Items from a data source
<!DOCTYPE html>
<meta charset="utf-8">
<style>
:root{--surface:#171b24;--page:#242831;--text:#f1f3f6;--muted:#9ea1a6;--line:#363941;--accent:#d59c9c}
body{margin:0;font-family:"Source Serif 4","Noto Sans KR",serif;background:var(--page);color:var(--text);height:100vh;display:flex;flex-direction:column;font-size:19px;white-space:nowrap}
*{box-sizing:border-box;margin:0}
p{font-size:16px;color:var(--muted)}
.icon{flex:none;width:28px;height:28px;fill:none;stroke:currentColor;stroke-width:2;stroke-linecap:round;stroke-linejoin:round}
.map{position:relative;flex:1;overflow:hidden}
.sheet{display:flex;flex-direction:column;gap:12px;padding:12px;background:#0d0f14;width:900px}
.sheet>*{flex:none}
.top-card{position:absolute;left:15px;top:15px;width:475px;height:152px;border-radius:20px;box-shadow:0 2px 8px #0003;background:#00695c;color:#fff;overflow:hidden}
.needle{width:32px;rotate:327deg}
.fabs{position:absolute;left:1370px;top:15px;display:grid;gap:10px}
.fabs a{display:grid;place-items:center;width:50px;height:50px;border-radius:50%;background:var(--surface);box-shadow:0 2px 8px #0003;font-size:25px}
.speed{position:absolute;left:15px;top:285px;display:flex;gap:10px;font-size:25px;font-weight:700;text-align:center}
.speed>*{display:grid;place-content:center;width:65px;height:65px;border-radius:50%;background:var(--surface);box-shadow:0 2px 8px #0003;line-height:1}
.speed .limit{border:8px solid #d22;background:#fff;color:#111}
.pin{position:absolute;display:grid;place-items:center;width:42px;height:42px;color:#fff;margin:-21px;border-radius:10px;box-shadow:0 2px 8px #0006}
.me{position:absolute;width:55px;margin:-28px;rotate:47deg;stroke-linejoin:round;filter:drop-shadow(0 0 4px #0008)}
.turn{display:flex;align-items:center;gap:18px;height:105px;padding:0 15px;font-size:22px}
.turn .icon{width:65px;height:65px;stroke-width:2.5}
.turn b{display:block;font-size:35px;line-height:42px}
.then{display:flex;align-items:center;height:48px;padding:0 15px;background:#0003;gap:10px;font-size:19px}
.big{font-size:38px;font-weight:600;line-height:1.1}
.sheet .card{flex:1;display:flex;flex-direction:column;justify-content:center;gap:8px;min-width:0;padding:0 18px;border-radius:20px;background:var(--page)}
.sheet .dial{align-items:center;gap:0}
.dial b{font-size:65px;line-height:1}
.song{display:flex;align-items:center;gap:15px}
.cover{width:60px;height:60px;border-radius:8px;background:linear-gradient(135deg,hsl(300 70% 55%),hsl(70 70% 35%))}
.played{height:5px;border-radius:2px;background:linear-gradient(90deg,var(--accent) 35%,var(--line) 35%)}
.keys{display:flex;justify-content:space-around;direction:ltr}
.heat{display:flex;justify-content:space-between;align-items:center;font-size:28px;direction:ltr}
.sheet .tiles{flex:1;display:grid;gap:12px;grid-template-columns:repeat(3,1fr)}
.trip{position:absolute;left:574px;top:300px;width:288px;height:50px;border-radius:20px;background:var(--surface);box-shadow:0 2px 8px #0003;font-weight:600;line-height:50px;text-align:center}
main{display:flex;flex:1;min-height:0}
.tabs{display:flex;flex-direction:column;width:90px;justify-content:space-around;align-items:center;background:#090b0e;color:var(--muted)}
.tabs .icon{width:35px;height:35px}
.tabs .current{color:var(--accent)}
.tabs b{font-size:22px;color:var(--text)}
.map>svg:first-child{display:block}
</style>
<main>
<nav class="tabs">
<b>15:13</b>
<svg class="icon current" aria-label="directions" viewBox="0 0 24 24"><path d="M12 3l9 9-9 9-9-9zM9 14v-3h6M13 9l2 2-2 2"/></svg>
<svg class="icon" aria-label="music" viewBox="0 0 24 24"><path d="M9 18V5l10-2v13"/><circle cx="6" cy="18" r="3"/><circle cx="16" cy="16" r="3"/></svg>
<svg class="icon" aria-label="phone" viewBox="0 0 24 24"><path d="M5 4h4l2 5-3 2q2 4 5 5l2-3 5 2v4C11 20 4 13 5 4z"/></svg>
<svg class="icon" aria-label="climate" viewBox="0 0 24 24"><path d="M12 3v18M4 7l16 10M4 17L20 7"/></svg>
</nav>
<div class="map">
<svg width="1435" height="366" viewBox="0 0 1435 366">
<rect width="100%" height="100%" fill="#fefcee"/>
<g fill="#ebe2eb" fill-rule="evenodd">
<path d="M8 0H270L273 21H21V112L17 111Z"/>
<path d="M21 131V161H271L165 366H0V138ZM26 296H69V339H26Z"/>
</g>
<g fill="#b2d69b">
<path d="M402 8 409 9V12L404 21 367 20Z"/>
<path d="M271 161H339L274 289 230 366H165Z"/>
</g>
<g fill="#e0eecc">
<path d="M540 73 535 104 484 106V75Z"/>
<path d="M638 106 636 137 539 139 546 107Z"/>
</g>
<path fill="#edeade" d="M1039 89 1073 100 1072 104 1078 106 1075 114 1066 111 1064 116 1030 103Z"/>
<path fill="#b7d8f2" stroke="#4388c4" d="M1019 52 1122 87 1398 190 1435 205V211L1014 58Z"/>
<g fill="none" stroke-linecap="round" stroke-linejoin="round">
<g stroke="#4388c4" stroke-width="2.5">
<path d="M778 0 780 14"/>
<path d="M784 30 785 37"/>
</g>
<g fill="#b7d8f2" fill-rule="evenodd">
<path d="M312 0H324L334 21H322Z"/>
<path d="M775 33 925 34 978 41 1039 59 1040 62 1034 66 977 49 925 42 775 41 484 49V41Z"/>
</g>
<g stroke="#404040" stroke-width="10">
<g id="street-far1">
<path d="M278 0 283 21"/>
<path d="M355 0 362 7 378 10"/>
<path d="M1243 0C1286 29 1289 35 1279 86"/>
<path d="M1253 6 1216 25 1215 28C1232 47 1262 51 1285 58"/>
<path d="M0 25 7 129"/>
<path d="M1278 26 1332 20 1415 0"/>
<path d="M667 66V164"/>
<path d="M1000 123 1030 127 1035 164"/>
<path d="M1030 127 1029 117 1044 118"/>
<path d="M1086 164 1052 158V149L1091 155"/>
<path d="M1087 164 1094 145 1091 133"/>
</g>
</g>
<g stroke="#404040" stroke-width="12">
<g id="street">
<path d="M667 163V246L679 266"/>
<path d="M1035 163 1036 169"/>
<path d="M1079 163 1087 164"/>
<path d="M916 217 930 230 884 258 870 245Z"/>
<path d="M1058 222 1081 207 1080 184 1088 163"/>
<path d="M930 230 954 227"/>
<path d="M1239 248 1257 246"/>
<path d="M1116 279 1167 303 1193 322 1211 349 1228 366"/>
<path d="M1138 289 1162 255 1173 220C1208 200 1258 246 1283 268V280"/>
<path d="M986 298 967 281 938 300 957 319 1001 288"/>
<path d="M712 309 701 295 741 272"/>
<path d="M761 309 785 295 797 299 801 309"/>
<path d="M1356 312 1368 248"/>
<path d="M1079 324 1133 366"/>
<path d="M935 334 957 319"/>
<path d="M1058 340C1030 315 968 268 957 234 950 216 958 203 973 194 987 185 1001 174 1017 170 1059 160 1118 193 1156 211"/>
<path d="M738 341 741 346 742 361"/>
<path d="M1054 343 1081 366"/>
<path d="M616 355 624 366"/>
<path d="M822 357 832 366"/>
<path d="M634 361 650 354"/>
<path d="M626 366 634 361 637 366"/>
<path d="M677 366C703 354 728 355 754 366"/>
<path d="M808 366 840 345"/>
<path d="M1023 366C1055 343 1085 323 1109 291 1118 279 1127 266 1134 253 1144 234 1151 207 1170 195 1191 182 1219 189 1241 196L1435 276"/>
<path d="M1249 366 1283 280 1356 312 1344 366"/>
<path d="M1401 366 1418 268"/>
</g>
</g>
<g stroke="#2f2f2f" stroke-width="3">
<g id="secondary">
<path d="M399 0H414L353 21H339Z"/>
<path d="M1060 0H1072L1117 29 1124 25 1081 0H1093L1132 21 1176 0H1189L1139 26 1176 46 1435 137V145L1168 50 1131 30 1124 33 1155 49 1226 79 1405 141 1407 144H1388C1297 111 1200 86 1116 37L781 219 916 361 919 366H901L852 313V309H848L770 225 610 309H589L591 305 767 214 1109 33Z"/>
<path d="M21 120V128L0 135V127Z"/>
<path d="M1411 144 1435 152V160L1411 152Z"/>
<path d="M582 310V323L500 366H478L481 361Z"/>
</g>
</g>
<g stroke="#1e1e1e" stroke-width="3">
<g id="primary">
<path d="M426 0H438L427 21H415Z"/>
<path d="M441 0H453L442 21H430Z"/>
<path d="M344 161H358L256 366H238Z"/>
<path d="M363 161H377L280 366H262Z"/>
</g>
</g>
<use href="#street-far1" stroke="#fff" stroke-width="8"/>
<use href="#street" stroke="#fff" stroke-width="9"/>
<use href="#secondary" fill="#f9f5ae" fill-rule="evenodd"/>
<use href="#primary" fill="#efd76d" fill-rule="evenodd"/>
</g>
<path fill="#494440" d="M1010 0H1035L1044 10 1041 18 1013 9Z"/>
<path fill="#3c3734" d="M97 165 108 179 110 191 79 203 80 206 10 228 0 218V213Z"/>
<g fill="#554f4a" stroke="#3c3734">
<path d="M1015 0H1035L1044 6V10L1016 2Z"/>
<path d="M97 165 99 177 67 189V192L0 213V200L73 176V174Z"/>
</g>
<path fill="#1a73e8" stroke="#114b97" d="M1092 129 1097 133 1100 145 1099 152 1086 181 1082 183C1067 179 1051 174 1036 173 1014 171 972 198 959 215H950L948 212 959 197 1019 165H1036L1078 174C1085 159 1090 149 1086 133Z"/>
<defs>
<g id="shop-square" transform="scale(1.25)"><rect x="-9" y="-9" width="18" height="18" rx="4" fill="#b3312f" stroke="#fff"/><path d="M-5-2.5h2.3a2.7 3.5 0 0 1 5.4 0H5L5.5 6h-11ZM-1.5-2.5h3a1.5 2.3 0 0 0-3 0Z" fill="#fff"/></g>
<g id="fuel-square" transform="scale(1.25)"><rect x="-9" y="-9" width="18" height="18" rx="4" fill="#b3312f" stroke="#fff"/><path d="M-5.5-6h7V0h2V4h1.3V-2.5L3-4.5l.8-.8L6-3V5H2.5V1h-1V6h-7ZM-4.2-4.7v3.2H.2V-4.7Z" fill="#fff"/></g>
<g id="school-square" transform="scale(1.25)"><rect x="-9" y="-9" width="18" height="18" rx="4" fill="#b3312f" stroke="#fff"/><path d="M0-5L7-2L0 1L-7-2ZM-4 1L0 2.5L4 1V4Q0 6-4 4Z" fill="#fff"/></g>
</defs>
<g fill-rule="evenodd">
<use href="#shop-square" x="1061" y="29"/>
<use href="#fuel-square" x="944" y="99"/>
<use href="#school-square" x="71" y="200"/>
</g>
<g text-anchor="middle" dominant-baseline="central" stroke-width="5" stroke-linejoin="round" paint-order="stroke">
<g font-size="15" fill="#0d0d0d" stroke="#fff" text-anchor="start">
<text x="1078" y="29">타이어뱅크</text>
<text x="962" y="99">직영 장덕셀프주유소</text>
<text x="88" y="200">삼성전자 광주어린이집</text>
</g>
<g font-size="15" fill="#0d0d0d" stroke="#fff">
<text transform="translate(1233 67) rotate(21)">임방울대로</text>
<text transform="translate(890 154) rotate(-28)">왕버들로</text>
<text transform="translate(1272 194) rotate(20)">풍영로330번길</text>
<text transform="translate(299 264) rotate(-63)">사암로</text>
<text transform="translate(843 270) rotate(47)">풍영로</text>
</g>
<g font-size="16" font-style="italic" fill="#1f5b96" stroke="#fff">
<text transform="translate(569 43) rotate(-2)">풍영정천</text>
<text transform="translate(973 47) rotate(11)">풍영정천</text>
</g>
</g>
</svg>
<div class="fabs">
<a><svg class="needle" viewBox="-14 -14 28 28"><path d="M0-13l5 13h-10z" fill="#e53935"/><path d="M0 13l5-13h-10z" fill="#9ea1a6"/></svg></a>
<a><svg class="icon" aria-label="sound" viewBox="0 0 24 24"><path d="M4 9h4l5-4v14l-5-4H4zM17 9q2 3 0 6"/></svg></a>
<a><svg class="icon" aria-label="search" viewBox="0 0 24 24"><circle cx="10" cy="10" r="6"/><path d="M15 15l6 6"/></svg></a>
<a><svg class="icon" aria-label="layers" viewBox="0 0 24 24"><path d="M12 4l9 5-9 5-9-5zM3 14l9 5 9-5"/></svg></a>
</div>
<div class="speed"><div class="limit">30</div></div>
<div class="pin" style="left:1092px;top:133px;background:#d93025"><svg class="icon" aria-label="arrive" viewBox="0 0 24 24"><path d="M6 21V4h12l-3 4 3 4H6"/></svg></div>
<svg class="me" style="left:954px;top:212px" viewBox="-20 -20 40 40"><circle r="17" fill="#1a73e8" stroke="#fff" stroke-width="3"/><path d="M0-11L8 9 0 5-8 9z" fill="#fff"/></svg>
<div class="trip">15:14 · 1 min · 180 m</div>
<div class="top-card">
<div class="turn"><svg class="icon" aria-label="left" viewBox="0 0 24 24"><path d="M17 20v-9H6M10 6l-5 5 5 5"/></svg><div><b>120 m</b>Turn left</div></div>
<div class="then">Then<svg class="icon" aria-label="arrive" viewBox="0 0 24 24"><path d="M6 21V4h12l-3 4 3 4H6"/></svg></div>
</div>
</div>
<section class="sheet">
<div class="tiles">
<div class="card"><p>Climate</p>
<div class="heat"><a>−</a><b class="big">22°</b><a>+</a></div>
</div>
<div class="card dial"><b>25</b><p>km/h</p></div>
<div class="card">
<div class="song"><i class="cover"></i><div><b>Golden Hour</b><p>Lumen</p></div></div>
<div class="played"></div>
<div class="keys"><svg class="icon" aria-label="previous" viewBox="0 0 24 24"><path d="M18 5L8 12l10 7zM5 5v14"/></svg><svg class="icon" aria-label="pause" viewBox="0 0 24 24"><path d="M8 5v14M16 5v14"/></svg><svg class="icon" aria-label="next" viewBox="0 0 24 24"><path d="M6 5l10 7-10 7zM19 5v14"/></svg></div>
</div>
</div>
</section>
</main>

*Task requirements*: On how many lines of the data does the word "place" appear? Only the number is wanted.

*Result of the task*: 3